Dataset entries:
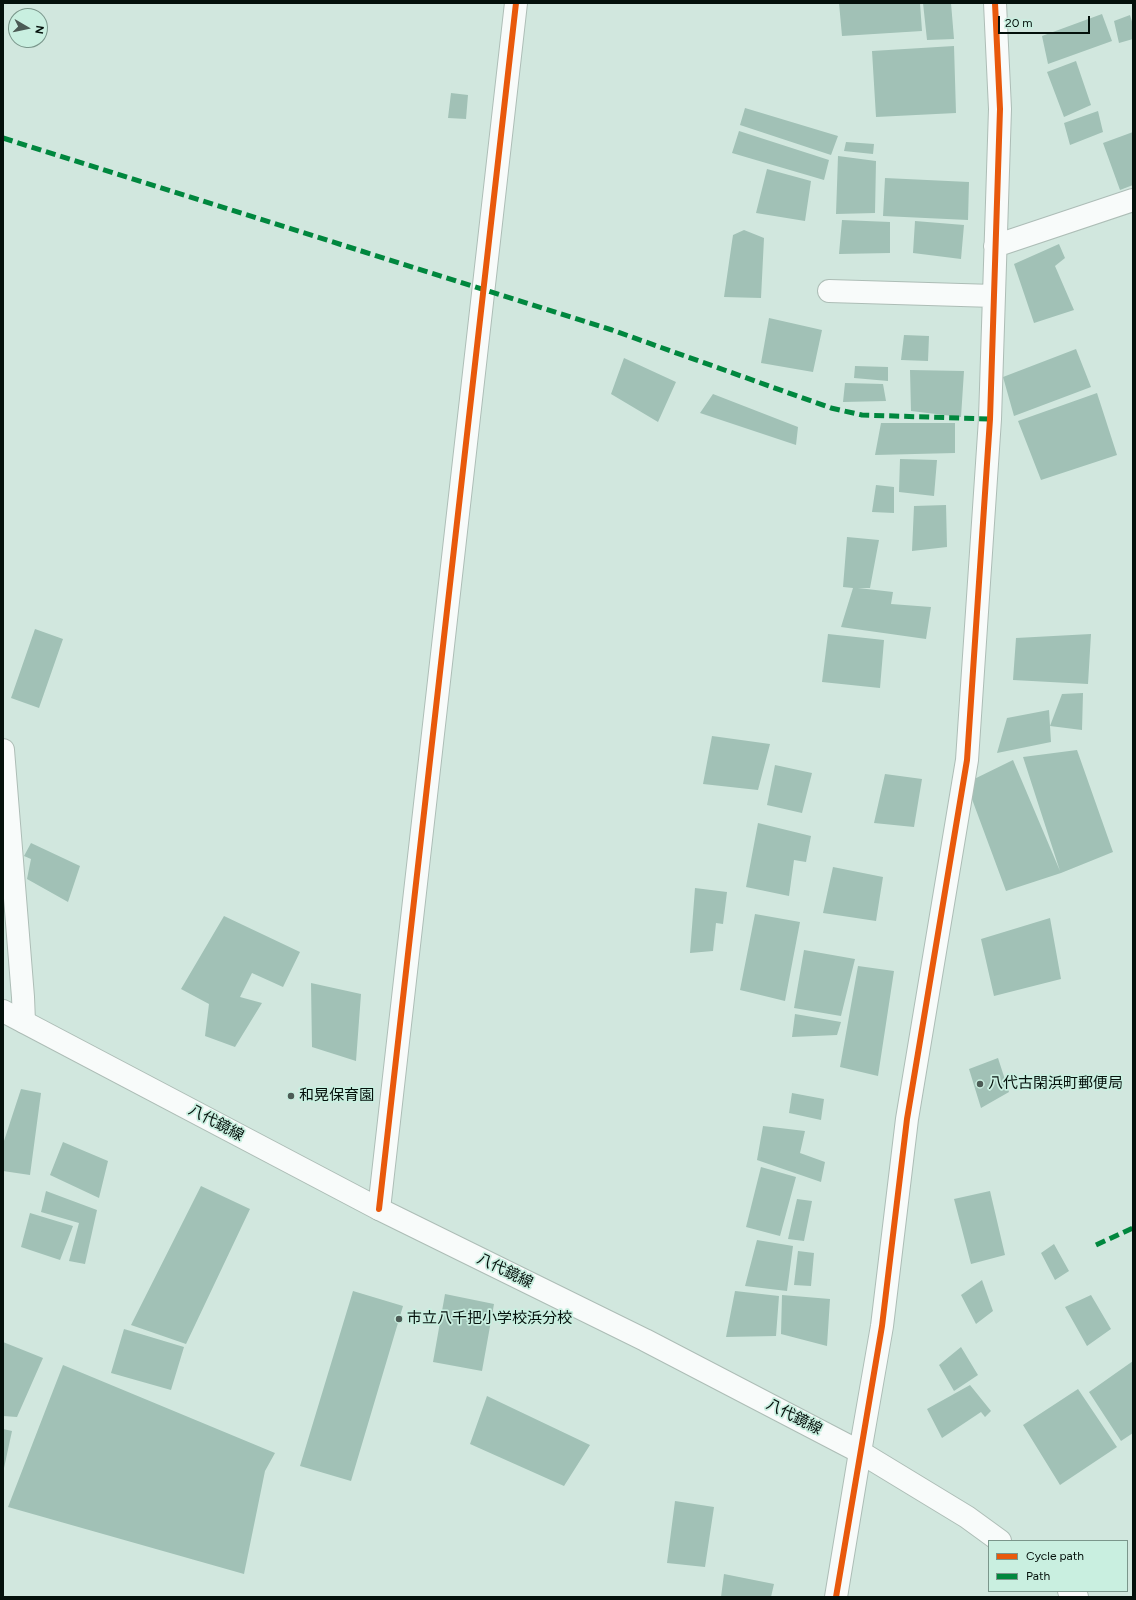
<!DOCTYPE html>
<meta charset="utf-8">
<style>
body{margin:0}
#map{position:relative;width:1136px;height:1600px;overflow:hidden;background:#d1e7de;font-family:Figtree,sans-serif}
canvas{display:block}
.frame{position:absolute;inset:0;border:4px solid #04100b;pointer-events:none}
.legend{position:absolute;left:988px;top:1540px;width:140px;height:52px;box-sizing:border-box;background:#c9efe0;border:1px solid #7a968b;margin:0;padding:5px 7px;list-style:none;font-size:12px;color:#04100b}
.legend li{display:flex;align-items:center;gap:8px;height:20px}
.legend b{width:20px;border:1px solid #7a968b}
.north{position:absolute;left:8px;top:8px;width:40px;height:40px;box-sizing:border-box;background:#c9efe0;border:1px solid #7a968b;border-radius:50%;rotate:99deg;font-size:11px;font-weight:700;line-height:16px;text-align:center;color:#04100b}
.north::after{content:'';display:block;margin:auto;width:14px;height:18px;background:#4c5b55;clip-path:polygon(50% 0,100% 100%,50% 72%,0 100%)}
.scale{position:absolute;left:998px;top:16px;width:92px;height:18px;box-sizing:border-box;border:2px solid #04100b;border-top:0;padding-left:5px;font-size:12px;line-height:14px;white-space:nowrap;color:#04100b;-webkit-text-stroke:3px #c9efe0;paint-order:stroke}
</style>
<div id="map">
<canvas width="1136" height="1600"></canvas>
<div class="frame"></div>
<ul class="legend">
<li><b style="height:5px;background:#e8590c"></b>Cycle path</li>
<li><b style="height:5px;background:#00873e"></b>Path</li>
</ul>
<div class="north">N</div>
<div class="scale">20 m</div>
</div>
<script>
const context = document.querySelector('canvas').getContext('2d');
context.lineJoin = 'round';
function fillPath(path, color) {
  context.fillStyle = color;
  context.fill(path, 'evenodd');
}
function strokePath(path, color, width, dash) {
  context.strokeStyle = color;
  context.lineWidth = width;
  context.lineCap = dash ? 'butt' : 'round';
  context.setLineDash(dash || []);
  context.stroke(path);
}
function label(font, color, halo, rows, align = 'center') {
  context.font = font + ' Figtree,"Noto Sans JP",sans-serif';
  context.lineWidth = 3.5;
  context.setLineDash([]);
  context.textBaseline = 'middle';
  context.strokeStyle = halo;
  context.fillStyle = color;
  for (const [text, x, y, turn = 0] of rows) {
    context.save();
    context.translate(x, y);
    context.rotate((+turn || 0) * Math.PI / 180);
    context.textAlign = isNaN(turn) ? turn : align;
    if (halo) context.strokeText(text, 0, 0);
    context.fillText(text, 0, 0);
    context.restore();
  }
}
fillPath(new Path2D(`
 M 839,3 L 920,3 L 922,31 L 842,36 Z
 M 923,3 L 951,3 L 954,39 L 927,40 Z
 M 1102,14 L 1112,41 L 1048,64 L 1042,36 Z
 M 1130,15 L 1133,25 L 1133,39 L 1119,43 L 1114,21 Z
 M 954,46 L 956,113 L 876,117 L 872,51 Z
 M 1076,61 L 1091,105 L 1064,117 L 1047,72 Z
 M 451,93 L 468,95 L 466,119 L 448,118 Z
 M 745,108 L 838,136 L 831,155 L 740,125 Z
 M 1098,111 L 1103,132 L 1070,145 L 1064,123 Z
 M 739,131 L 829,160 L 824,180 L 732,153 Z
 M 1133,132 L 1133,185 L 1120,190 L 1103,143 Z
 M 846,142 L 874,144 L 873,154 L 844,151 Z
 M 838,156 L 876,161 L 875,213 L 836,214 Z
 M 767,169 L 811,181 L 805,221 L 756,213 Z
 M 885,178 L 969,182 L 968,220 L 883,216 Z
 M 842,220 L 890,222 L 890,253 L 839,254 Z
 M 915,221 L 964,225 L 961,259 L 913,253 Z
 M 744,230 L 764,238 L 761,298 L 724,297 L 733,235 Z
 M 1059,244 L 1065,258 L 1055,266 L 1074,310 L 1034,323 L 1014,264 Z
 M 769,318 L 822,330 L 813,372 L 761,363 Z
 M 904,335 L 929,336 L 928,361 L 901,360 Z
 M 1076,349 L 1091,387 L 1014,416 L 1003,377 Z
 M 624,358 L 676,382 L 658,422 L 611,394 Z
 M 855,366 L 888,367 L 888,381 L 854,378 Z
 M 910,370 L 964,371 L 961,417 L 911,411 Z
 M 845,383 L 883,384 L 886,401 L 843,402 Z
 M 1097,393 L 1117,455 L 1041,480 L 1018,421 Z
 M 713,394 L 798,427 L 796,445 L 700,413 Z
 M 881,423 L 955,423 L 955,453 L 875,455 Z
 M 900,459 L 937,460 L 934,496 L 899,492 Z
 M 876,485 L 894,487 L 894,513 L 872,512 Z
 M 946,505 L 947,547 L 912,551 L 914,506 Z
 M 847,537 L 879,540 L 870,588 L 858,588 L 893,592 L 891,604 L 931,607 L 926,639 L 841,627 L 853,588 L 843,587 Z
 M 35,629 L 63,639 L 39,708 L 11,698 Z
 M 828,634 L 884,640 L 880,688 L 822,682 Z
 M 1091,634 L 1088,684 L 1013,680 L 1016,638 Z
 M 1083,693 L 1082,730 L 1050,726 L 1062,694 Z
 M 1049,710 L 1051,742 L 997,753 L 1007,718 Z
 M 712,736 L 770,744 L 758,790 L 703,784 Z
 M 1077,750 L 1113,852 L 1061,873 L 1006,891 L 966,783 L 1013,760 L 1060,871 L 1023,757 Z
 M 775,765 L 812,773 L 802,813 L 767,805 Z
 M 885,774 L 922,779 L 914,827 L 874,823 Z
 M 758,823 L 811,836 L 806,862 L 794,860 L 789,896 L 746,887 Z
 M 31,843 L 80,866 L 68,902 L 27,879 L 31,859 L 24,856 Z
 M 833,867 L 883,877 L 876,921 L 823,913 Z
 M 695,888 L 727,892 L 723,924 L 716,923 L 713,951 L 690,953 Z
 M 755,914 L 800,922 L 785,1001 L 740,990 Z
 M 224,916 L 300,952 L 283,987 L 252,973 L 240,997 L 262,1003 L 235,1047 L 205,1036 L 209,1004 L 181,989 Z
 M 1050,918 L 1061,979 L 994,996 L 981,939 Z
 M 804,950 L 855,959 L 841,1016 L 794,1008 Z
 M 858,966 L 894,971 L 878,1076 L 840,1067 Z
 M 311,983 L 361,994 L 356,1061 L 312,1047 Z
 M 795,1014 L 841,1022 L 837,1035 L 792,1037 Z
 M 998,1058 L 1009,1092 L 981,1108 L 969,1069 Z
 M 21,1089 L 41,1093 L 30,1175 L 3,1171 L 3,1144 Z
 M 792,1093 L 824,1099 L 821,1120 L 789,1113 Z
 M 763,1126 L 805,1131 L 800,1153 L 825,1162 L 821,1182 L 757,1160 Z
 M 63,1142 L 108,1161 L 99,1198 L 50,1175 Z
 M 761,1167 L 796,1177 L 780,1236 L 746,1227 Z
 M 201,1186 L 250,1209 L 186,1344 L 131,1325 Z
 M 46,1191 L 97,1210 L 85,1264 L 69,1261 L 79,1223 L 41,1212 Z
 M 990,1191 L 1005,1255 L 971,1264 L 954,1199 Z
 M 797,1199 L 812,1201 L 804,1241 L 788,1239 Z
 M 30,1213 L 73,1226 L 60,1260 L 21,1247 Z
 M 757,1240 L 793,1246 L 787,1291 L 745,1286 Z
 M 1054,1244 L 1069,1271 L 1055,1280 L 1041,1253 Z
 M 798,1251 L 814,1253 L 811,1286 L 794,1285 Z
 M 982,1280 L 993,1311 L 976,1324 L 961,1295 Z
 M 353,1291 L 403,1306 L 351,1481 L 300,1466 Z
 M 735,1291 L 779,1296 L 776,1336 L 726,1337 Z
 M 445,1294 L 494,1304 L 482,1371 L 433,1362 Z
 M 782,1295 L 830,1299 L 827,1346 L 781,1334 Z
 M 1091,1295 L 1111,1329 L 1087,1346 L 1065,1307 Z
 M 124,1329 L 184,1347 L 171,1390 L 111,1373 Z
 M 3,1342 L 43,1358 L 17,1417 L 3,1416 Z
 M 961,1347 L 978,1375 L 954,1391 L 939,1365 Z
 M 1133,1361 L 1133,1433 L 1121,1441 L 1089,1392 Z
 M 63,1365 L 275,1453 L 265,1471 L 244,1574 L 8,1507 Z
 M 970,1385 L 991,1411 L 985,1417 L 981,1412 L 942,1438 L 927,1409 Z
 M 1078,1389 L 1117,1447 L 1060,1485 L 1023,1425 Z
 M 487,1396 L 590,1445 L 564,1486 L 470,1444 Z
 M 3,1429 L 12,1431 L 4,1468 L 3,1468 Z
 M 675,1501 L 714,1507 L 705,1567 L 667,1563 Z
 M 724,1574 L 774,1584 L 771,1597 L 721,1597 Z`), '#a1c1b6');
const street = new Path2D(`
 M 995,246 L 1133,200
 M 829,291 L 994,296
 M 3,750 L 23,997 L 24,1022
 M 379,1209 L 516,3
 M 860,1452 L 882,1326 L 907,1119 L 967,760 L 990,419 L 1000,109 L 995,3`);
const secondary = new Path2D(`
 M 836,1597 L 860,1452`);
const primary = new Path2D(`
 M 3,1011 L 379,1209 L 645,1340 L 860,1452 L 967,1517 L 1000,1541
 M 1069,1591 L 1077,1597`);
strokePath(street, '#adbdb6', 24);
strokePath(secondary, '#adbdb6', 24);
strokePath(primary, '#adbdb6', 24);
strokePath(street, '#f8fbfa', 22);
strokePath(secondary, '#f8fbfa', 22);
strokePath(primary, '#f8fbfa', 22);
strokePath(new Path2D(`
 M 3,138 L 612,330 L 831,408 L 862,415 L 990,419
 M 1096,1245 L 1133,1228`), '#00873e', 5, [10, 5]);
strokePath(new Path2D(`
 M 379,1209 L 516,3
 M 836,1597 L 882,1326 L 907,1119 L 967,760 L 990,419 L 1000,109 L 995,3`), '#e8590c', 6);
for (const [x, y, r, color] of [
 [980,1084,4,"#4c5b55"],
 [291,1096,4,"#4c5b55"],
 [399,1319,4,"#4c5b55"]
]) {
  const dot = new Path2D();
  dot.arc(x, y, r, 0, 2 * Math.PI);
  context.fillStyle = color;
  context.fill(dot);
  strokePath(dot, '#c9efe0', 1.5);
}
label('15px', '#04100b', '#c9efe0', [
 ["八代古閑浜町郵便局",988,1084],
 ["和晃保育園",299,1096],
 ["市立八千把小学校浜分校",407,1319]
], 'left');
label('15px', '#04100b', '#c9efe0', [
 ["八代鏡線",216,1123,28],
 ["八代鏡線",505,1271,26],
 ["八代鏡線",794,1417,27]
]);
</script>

Action item: Report each line in the data that holds the word "align".

Response to this task:
.legend li{display:flex;align-items:center;gap:8px;height:20px}
.north{position:absolute;left:8px;top:8px;width:40px;height:40px;box-sizing:border-box;background:#c9efe0;border:1px solid #7a968b;border-radius:50%;rotate:99deg;font-size:11px;font-weight:700;line-height:16px;text-align:center;color:#04100b}
function label(font, color, halo, rows, align = 'center') {
    context.textAlign = isNaN(turn) ? turn : align;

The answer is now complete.